病気が心配な患者さんへ
村山医療センター 医長
古川 満
内視鏡による椎間板切除術は1997年にFoley KTにより報告されています。それから20年間の進歩は目を見張るものがあります。2017年の脊椎内視鏡の手術件数は、約2万件であり、手術件数は年々増加しています。しかし脊椎手術件数が年間約13万件であることを考えると、まだまだ脊椎内視鏡手術は浸透しておらず手術可能な施設、症例は限られてくるというのが現状です。

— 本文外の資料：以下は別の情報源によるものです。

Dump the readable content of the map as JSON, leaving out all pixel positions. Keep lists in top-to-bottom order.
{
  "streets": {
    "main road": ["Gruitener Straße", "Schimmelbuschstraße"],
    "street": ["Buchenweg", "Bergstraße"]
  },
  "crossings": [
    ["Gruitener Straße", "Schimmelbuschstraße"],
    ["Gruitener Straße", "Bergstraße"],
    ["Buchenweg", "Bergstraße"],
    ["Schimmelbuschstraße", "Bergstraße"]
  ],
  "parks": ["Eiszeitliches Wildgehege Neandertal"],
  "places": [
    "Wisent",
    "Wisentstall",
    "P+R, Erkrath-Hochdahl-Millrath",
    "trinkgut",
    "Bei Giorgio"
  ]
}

皆さんが思い描く低侵襲手術とは、どのようなものでしょうか?
以下、我々が脊椎内視鏡を低侵襲と考えている3点を挙げさせていただきます。
1.傷口が小さい
肉眼的に行う従来法の手術では、50mm以上の切開が必要でしたが、内視鏡を用いれば、わずか18~20mmで済みます。
2.筋肉への負担が少ない
筋肉と筋肉の間からダイレーターと呼ばれるものを刺入していき、骨まで進入します。その後、レトラクターを取り付けて、カメラを装着することで手術視野を確保していきます。従来の手術方法に比較して神経の圧迫をとるのに必要な最小限の範囲しか筋肉を剥離しません。
3.入院期間が短く、社会復帰が早い
脊椎内視鏡手術は、入院日数が短いことが盛んに言われております。手術による筋肉の剥離する範囲が従来法より少ないため、入院期間や手術後の社会復帰は早いと考えられます。当院では、手術後の安静の必要性や合併症発生の有無を確認するため入院期間は、手術後1週間程度としております。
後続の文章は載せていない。